▶ _About this exercise_:
In the records below, the line with "position:relative; width:386px; height:1523px;" opens the range and the line with "filter:drop-shadow(1px 0 #b5b7b5)" closes it; print that range exactly and nothing else.

▶ _Data provided_:
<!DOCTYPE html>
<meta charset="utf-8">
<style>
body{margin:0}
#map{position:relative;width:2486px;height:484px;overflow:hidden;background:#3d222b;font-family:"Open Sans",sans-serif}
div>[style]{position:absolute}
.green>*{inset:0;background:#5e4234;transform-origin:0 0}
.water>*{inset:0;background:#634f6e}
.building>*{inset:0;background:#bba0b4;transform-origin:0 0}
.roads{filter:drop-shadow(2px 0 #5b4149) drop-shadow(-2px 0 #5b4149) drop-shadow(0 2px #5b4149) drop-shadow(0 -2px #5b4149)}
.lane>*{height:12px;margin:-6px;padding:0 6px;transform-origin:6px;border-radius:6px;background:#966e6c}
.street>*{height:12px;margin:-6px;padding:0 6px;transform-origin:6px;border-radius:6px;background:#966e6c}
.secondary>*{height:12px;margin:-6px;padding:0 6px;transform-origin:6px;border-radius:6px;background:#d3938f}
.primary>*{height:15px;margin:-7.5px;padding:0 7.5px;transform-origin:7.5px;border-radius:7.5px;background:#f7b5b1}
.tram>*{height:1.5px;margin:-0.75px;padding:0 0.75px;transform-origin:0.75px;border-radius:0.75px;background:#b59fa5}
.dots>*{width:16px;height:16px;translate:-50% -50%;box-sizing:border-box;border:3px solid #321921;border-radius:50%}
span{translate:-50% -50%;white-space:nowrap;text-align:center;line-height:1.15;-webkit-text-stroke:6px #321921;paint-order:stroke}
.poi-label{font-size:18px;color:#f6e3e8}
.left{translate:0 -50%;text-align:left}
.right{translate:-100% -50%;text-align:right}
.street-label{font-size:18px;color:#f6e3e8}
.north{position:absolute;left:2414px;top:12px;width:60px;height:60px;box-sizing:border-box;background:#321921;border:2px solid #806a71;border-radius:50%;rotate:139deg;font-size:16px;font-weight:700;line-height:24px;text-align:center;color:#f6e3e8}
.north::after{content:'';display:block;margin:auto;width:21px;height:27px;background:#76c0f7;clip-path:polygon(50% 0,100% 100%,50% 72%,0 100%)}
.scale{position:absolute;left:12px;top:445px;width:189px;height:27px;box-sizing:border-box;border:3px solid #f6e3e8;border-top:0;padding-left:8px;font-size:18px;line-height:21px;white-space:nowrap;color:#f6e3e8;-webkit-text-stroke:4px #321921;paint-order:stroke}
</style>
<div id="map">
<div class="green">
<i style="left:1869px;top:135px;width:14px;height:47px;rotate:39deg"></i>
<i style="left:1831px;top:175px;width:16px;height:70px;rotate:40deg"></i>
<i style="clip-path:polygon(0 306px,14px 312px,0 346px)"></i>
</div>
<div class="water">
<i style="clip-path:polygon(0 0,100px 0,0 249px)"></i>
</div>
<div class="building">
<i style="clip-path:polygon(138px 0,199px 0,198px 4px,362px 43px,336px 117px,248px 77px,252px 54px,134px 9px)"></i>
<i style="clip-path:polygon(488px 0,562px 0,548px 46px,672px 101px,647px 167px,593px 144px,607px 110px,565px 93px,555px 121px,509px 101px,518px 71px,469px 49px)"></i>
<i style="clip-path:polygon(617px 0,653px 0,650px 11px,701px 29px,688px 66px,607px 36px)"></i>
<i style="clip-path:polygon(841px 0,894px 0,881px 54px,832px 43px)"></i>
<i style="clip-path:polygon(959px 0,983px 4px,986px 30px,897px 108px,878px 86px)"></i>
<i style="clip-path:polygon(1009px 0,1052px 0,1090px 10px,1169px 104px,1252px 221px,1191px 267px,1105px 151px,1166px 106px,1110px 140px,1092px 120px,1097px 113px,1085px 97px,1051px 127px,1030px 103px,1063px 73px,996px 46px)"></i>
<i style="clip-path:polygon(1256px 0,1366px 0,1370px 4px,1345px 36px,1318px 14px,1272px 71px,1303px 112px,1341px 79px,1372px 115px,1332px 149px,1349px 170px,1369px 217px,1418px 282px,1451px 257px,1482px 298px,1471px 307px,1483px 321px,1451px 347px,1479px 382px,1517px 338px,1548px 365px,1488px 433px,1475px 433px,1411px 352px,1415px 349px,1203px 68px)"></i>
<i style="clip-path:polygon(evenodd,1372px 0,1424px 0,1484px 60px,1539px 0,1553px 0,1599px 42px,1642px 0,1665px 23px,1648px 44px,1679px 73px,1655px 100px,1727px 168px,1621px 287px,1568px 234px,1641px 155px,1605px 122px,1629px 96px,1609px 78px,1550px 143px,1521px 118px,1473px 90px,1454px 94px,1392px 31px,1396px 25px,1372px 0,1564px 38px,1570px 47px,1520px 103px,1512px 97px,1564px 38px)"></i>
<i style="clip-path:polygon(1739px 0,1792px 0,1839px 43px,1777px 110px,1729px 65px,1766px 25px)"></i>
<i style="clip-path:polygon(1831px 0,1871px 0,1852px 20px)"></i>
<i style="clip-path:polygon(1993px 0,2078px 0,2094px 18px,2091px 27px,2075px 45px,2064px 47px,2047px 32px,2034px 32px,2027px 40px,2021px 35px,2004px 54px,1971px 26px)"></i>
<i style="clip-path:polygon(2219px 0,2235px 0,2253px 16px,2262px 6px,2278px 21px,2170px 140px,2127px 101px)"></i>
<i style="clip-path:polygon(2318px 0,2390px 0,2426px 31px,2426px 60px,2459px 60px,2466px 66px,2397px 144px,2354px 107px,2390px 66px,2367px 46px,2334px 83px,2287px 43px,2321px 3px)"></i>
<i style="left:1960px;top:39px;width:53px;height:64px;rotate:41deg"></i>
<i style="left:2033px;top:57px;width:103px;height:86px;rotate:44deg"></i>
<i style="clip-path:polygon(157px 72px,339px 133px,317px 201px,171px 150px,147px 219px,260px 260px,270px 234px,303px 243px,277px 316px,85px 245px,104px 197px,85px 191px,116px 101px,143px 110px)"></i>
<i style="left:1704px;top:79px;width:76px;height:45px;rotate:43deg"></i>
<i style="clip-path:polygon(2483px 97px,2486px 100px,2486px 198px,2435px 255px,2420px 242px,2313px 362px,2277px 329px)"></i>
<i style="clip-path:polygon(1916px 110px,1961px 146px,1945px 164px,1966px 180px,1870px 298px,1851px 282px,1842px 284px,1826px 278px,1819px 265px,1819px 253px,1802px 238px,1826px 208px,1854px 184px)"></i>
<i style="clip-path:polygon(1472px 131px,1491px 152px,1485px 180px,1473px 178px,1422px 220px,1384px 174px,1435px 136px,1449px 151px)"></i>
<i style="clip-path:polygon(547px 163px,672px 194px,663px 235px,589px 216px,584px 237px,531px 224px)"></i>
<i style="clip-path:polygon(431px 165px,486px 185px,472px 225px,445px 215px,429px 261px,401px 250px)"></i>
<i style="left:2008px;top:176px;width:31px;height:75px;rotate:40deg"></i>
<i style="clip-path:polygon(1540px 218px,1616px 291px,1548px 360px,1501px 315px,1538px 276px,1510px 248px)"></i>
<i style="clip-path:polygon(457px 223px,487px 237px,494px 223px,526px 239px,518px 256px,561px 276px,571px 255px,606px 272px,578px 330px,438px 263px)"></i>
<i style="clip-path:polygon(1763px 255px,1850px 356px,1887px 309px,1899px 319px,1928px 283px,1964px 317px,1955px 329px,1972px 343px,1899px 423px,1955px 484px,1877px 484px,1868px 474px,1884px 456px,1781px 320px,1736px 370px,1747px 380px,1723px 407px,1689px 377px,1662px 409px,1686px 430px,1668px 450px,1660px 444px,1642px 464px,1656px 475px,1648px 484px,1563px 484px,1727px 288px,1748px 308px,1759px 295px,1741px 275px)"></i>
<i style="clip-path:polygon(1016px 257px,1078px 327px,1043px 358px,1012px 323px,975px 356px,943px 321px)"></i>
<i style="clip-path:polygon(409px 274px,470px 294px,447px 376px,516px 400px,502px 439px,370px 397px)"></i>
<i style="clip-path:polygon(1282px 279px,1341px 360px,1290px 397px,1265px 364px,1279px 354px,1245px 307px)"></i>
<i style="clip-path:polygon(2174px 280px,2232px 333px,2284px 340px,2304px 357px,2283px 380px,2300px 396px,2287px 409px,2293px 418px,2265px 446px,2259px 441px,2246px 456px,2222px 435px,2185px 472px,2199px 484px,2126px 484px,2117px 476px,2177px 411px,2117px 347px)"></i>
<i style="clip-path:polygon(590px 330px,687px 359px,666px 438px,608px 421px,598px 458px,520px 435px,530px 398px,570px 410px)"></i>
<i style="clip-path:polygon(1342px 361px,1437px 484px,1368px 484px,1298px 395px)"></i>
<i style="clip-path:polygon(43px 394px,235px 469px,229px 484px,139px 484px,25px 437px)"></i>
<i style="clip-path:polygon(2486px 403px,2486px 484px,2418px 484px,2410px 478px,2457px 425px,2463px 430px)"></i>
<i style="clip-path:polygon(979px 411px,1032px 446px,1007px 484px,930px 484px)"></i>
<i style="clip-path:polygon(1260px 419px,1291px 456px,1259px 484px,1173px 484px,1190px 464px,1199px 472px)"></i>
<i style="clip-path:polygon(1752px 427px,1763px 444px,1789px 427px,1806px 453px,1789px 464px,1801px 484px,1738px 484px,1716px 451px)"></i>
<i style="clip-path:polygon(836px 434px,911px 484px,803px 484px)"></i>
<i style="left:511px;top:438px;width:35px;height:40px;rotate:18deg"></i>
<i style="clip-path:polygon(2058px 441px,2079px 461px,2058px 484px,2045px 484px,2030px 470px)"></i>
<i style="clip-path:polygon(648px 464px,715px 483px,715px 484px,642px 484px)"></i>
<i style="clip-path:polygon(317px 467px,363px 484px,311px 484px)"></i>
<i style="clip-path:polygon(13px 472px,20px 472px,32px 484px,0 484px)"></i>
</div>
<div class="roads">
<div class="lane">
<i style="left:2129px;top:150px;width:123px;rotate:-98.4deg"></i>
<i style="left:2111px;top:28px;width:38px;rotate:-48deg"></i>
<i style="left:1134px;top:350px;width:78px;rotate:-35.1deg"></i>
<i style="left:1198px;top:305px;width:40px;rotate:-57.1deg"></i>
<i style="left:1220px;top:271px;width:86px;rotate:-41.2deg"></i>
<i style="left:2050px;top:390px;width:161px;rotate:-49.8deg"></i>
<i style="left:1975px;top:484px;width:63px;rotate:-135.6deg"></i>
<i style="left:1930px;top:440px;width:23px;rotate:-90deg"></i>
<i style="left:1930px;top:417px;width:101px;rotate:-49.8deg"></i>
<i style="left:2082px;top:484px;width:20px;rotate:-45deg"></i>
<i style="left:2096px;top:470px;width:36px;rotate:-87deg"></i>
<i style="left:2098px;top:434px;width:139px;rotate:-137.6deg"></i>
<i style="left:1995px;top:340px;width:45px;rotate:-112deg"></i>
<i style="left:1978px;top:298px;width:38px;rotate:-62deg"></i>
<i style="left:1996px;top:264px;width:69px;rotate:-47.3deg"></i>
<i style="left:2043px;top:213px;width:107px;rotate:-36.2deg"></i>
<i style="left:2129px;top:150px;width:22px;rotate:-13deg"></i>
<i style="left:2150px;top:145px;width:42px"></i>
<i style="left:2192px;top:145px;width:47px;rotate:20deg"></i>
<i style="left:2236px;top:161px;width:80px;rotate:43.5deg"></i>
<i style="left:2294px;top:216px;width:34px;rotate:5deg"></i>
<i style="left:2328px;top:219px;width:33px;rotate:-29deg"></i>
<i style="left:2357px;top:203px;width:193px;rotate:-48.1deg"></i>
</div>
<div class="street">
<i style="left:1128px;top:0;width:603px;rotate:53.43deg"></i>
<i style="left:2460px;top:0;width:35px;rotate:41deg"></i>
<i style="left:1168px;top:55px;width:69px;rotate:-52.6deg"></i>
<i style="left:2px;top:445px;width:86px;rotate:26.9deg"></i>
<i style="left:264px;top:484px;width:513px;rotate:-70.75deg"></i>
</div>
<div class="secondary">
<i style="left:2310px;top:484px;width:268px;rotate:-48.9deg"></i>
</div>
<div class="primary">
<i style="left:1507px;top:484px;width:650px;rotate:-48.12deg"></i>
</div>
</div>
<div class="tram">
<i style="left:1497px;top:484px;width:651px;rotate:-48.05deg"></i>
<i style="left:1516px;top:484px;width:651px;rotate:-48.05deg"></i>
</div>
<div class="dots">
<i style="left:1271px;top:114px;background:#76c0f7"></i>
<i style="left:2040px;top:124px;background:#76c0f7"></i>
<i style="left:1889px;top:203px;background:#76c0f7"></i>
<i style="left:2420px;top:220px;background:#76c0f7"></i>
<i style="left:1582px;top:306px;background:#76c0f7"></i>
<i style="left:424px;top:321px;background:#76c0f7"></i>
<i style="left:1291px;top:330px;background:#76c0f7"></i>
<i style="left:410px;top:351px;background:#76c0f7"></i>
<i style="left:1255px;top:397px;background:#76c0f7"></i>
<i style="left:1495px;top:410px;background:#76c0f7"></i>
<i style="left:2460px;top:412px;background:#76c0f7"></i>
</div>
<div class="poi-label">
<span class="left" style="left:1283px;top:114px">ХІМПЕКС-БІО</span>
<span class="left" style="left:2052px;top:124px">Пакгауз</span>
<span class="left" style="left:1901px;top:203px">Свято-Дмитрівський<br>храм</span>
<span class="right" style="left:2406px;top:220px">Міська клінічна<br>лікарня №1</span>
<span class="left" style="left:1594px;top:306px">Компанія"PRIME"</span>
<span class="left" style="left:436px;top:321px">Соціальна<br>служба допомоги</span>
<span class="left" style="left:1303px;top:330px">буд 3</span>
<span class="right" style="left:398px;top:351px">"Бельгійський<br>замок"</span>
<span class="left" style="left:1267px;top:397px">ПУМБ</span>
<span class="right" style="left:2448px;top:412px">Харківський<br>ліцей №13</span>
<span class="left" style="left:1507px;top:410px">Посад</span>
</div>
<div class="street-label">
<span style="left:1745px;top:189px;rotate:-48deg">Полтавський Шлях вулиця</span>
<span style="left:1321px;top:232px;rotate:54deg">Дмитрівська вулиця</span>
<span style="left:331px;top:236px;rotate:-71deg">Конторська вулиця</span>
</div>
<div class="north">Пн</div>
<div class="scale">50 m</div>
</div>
* * *
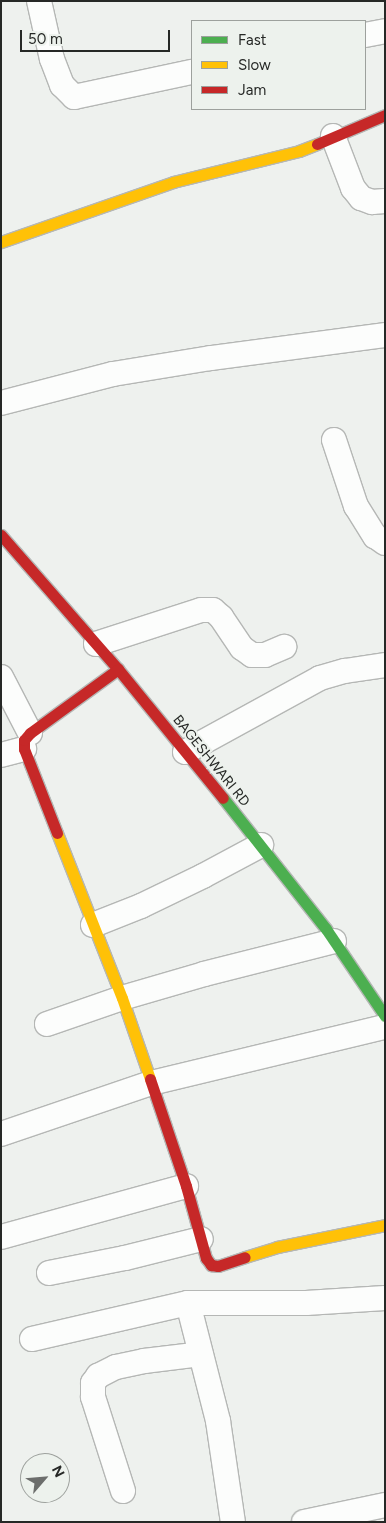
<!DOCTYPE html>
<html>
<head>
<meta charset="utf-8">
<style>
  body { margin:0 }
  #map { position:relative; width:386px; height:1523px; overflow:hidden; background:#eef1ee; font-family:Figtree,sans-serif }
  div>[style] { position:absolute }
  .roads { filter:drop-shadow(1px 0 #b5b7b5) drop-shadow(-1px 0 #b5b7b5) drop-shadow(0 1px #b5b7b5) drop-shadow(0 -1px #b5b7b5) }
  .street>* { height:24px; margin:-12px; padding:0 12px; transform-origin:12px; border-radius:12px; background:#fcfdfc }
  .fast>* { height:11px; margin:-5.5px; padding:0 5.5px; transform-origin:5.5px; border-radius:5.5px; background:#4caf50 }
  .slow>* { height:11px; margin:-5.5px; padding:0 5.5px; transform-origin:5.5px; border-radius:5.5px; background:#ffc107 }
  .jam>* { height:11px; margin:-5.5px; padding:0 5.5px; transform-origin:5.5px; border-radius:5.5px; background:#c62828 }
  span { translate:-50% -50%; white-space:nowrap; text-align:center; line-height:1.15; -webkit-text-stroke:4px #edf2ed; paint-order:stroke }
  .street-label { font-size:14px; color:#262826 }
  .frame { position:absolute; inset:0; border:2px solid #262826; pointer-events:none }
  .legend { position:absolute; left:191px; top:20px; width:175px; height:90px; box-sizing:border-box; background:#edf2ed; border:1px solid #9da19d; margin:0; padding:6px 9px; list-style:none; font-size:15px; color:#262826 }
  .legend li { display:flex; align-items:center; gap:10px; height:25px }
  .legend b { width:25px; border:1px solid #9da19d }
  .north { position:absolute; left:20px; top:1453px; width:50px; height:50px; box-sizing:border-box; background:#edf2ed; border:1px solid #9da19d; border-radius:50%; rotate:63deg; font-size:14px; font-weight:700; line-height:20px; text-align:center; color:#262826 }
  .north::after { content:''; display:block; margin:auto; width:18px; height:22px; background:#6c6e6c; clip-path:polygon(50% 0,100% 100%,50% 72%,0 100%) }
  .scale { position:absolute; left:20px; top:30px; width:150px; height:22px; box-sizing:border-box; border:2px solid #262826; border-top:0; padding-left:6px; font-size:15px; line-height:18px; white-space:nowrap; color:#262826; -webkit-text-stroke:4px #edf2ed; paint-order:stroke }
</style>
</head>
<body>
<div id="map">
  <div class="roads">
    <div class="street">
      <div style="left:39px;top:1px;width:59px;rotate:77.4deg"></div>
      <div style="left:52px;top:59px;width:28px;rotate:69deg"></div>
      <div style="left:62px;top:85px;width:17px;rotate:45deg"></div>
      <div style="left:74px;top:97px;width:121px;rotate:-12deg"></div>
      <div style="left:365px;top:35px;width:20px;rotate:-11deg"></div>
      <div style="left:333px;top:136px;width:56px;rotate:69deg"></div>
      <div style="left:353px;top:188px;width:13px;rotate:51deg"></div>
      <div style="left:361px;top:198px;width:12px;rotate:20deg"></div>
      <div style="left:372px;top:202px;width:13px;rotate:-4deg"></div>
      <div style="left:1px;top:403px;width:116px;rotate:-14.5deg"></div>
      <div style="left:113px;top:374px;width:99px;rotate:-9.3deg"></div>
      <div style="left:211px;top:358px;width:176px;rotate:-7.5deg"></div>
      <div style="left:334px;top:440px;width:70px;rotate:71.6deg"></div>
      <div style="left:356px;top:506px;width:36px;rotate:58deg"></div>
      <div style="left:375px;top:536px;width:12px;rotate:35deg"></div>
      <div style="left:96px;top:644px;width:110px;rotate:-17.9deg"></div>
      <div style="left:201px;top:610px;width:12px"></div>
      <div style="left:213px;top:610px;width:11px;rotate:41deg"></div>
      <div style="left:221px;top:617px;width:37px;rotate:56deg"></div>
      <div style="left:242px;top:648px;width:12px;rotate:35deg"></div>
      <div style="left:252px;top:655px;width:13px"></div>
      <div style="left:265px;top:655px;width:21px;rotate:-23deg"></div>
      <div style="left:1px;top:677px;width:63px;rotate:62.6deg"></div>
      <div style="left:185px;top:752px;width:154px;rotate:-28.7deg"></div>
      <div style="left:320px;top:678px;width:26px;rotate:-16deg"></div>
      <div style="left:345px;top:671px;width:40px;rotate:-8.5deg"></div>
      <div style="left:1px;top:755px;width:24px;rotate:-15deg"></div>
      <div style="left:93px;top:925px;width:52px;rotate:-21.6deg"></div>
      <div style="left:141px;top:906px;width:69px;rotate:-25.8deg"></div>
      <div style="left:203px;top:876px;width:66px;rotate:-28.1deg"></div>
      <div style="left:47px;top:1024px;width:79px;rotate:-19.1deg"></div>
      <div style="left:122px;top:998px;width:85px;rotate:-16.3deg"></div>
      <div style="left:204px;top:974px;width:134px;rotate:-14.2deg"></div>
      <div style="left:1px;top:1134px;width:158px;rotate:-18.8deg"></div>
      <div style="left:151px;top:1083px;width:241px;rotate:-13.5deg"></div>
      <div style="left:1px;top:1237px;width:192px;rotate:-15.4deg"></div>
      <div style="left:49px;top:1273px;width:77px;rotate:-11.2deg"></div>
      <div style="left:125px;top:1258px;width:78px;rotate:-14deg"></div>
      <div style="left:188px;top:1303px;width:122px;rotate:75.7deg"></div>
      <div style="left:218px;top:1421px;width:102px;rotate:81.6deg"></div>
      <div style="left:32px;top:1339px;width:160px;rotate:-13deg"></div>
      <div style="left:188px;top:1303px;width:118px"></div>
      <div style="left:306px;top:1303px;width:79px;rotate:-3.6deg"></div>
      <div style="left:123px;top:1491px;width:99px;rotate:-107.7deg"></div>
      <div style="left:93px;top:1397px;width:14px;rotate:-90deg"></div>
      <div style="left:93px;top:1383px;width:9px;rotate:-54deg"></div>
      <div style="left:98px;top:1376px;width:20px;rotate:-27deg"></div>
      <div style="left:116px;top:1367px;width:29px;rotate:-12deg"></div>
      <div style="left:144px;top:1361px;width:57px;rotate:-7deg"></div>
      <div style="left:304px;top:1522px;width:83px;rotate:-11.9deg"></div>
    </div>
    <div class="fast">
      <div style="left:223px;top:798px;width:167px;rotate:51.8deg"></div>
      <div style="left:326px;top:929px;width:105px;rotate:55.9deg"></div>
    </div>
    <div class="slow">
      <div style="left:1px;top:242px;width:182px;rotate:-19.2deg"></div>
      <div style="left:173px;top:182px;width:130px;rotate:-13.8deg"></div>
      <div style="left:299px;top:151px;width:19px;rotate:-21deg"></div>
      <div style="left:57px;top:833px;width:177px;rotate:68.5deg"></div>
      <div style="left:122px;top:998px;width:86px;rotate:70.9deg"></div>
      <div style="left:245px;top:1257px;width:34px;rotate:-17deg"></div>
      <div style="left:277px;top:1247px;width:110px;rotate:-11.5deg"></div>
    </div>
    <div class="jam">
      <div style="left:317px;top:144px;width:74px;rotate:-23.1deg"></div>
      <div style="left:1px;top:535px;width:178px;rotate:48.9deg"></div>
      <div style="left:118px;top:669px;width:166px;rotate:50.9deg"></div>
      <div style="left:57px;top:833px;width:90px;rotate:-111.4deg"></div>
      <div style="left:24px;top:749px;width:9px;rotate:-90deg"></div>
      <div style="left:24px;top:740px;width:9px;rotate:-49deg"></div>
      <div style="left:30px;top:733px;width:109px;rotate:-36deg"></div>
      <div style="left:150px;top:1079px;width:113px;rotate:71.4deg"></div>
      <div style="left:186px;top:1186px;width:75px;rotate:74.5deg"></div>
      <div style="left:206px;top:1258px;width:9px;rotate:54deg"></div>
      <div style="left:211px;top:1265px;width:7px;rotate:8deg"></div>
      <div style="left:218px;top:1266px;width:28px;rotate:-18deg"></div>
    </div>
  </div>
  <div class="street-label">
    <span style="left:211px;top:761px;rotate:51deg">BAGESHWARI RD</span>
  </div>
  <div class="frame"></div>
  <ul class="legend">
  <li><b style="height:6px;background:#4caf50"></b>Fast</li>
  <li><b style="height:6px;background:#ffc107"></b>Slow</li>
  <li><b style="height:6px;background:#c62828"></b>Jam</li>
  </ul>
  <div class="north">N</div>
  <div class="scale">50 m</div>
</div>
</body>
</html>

▶ _Written reply_:
  #map { position:relative; width:386px; height:1523px; overflow:hidden; background:#eef1ee; font-family:Figtree,sans-serif }
  div>[style] { position:absolute }
  .roads { filter:drop-shadow(1px 0 #b5b7b5) drop-shadow(-1px 0 #b5b7b5) drop-shadow(0 1px #b5b7b5) drop-shadow(0 -1px #b5b7b5) }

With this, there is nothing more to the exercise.